__EXERCISE MATERIALS__
▬▬▬▬▬▬
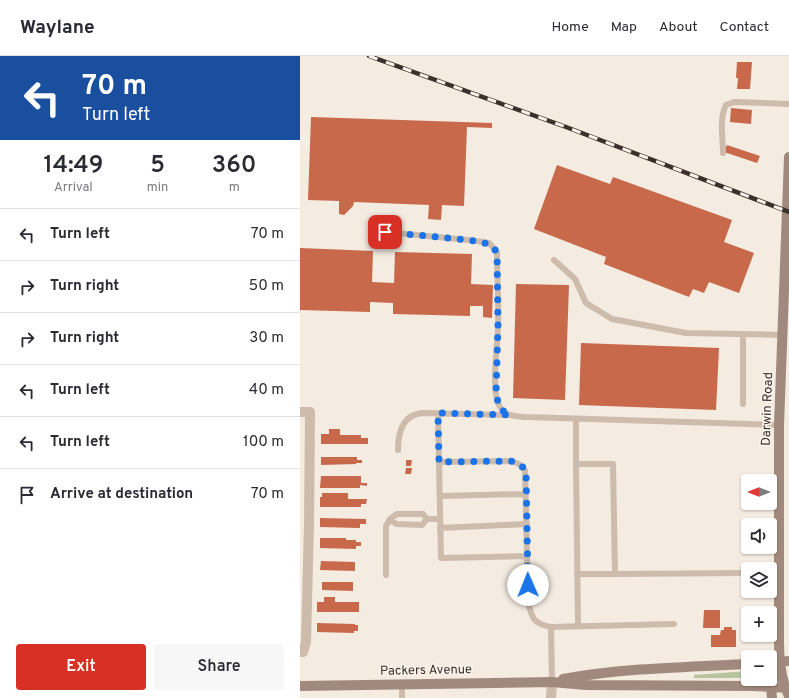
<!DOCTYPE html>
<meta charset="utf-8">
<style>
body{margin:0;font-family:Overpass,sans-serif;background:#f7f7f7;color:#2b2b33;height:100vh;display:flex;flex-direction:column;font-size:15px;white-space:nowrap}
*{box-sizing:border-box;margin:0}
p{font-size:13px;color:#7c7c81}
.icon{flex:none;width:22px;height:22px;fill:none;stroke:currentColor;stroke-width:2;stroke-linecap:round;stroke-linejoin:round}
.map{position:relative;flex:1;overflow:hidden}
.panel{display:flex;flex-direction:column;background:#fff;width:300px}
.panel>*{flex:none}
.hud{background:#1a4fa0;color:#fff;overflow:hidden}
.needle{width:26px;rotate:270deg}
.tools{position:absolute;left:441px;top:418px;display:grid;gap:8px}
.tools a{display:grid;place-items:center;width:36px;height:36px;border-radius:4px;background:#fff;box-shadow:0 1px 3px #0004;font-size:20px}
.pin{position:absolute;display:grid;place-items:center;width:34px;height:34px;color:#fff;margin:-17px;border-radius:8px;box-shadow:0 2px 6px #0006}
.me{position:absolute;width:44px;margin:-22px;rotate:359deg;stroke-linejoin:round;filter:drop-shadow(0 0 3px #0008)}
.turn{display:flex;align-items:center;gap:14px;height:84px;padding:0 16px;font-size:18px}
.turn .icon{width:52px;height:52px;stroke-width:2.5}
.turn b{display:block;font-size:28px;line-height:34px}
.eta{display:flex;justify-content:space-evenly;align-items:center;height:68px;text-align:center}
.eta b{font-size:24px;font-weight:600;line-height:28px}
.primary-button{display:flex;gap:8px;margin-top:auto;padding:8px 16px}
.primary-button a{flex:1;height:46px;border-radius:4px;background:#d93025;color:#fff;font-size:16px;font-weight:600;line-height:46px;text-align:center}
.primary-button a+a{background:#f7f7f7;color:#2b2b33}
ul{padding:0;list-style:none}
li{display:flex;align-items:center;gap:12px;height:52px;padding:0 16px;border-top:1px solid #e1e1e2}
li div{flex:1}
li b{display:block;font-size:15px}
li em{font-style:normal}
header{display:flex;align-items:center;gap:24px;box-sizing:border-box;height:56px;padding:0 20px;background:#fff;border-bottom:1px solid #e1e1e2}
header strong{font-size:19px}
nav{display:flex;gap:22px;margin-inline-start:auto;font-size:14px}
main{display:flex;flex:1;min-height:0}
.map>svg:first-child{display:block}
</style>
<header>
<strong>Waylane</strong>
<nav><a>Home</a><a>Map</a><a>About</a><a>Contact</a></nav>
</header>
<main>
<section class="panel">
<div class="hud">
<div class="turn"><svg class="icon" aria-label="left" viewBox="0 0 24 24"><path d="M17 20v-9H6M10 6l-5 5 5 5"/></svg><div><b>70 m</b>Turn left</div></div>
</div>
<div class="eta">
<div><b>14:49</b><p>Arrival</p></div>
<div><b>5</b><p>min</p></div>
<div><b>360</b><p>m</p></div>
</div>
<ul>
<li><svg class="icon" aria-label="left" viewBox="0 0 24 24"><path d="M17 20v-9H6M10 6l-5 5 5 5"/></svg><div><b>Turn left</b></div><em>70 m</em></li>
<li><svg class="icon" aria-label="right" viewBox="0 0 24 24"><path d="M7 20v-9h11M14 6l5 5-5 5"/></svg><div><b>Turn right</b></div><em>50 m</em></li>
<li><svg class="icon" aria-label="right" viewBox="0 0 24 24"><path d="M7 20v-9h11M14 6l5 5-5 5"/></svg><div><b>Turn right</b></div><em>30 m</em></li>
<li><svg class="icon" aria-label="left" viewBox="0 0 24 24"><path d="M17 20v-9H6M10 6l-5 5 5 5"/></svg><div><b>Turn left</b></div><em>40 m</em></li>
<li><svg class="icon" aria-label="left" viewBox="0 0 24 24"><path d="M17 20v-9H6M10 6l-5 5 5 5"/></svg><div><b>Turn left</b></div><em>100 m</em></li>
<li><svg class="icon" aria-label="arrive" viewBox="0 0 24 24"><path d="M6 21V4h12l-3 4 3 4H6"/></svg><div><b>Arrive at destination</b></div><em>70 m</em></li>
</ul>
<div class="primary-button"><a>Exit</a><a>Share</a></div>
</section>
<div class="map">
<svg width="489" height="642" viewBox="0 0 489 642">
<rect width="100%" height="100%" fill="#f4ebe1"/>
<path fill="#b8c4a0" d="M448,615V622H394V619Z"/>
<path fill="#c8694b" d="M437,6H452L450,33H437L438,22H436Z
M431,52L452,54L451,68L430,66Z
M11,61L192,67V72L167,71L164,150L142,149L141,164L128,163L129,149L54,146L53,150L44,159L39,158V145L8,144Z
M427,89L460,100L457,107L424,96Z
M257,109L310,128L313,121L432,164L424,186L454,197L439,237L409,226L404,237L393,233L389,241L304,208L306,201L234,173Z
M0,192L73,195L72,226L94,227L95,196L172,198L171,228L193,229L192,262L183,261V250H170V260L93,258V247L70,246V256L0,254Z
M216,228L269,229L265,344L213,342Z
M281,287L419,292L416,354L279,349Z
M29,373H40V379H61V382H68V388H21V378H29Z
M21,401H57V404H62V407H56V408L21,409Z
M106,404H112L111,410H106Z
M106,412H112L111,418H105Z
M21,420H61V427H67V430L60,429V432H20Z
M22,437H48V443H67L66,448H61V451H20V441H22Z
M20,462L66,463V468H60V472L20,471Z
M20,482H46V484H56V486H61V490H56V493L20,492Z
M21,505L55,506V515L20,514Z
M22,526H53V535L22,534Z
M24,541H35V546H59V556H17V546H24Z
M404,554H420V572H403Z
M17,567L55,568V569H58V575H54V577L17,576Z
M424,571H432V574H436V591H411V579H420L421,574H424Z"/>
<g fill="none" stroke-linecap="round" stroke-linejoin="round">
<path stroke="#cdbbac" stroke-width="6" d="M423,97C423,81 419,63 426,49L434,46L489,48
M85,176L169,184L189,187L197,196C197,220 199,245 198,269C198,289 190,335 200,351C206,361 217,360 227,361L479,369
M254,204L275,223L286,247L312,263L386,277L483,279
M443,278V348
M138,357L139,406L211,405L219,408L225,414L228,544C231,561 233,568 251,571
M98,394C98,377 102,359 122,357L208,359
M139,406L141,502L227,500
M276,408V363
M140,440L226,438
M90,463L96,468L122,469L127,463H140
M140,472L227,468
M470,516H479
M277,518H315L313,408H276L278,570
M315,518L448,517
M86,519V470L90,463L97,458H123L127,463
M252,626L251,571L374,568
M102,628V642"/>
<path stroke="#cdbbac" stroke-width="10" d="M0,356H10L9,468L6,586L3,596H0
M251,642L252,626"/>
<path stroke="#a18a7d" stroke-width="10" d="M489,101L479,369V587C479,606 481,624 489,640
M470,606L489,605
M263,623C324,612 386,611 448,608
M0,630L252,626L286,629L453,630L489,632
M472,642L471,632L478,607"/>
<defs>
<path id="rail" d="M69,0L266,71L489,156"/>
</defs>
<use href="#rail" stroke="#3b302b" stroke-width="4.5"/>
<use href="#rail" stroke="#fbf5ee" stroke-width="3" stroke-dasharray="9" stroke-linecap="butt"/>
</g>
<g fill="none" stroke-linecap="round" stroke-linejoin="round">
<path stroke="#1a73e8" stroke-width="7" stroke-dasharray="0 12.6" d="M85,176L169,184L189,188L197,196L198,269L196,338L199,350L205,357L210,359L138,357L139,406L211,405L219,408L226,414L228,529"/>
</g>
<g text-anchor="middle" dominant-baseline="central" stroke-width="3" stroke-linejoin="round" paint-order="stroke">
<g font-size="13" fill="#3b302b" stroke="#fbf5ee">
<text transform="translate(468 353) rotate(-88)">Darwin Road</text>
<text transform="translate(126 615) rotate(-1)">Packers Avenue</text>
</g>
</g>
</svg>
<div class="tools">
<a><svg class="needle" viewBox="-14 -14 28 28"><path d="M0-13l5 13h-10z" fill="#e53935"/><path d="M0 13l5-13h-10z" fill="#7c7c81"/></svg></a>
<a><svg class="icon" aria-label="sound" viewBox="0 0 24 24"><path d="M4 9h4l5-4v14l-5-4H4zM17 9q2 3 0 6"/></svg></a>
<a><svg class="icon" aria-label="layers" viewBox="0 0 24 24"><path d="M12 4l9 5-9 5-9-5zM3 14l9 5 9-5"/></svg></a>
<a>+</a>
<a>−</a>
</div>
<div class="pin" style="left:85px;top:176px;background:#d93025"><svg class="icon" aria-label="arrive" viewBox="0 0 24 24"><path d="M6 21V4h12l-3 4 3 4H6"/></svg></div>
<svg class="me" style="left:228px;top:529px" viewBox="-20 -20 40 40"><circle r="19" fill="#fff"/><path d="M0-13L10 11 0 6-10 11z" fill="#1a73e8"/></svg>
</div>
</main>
▬▬▬▬▬▬
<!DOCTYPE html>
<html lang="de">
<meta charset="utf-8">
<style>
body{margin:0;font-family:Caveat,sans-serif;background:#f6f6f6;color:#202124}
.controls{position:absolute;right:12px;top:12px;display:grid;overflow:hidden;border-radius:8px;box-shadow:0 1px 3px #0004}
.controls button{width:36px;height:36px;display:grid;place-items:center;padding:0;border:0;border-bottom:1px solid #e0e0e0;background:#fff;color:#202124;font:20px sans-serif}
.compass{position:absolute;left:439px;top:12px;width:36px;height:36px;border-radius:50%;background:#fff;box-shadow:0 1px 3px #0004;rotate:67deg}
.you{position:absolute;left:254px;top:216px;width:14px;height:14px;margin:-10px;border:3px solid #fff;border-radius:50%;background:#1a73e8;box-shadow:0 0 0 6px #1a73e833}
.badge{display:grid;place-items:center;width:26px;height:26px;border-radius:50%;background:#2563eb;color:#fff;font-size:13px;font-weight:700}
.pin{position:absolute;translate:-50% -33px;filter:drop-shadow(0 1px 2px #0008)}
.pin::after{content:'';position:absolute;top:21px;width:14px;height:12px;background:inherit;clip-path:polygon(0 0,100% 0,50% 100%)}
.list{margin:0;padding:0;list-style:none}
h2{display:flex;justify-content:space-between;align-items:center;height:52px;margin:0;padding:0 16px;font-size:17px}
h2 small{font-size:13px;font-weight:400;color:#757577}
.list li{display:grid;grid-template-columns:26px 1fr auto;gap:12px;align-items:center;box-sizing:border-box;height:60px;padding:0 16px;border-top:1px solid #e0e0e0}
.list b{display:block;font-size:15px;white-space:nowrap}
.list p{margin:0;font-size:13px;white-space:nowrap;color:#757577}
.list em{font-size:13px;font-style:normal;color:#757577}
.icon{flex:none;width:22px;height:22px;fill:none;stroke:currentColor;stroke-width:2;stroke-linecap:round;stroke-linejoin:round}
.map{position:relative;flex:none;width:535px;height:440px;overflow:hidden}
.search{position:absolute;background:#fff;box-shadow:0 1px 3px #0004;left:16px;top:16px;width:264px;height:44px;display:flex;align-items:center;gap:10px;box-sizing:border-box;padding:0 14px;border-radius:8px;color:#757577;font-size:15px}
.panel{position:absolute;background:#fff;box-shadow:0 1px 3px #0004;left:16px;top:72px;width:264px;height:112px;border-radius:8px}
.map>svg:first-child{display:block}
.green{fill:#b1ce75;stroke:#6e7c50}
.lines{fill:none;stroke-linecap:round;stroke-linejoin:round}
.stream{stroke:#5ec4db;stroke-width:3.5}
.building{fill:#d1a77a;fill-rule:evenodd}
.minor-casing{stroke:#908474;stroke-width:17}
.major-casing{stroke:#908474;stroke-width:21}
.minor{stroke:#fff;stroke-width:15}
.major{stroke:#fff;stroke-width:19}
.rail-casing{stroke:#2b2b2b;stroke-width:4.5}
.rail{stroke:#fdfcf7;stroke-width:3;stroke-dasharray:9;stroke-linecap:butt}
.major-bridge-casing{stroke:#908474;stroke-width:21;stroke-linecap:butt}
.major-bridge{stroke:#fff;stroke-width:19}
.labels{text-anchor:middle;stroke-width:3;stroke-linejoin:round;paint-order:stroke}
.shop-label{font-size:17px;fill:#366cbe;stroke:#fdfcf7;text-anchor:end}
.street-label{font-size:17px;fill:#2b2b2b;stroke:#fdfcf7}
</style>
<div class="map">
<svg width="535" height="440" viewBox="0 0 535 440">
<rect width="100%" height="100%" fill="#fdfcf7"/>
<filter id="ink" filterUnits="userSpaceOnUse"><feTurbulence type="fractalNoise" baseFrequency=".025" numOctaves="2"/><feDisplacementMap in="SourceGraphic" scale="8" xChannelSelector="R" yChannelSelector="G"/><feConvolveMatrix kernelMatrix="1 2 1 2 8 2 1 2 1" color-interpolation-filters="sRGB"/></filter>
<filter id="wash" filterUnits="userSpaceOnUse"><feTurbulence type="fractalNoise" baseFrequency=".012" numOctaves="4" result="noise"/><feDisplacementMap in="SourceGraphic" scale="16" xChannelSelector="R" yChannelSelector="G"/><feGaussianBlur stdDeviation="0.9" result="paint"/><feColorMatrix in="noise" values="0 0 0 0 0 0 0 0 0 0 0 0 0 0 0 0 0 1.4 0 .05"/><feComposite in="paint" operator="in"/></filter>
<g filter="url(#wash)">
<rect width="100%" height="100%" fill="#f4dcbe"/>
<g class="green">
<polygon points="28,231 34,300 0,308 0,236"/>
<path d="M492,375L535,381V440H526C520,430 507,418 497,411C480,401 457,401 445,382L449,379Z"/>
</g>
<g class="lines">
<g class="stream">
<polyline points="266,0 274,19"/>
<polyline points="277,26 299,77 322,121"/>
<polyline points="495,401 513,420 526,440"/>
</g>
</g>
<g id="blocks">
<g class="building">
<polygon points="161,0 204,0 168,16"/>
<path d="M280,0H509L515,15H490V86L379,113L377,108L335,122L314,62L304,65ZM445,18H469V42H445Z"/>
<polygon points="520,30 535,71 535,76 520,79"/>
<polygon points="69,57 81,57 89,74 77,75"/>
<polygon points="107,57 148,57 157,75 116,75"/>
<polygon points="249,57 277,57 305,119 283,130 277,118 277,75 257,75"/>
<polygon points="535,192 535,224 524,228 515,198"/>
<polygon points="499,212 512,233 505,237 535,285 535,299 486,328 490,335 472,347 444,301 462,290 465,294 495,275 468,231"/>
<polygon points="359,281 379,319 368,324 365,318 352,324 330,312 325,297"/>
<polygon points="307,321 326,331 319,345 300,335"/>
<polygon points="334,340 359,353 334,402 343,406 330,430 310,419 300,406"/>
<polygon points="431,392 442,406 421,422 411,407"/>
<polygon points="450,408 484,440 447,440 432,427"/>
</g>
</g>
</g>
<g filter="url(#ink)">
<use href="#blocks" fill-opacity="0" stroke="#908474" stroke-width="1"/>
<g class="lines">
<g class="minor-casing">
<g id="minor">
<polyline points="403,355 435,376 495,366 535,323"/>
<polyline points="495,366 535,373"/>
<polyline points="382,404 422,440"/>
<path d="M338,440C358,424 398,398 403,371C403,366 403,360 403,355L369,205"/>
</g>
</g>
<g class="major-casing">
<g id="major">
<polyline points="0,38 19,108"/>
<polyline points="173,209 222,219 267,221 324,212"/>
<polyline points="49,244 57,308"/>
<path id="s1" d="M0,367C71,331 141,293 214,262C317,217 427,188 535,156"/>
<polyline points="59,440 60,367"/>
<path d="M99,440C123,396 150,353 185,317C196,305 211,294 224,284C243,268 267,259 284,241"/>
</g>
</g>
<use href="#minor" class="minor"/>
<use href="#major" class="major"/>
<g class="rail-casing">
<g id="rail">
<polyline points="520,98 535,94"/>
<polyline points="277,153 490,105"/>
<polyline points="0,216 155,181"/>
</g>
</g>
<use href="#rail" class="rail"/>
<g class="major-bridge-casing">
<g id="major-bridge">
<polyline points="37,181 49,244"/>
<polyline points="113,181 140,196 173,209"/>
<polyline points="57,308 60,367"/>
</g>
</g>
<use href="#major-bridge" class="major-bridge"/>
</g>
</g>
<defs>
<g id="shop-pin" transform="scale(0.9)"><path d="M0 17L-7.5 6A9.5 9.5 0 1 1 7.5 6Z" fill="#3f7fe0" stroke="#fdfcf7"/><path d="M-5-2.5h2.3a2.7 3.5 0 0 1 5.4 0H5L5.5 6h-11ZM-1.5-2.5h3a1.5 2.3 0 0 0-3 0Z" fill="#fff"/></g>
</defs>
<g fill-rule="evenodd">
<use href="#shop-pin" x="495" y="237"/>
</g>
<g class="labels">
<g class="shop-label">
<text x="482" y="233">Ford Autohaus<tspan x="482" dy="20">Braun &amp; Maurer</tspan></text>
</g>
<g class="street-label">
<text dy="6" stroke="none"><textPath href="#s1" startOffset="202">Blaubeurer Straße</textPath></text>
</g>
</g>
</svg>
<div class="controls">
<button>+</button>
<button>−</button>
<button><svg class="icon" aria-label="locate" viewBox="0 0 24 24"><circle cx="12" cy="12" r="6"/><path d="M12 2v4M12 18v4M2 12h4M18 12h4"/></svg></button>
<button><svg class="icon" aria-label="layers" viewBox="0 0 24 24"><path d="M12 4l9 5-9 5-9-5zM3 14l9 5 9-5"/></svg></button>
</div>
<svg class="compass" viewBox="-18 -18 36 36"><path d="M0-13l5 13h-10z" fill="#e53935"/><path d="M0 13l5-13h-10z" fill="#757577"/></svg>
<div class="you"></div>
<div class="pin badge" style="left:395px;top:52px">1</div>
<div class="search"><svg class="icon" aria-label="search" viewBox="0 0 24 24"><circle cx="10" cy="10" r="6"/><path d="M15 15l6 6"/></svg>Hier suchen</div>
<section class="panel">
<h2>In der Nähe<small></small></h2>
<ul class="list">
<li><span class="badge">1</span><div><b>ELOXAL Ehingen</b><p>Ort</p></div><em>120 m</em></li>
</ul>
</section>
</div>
▬▬▬▬▬▬
__EXERCISE DESCRIPTION__
What lines in the records contain the word "rule"? Return each one.

__EXERCISE OUTPUT__
.building{fill:#d1a77a;fill-rule:evenodd}
<g fill-rule="evenodd">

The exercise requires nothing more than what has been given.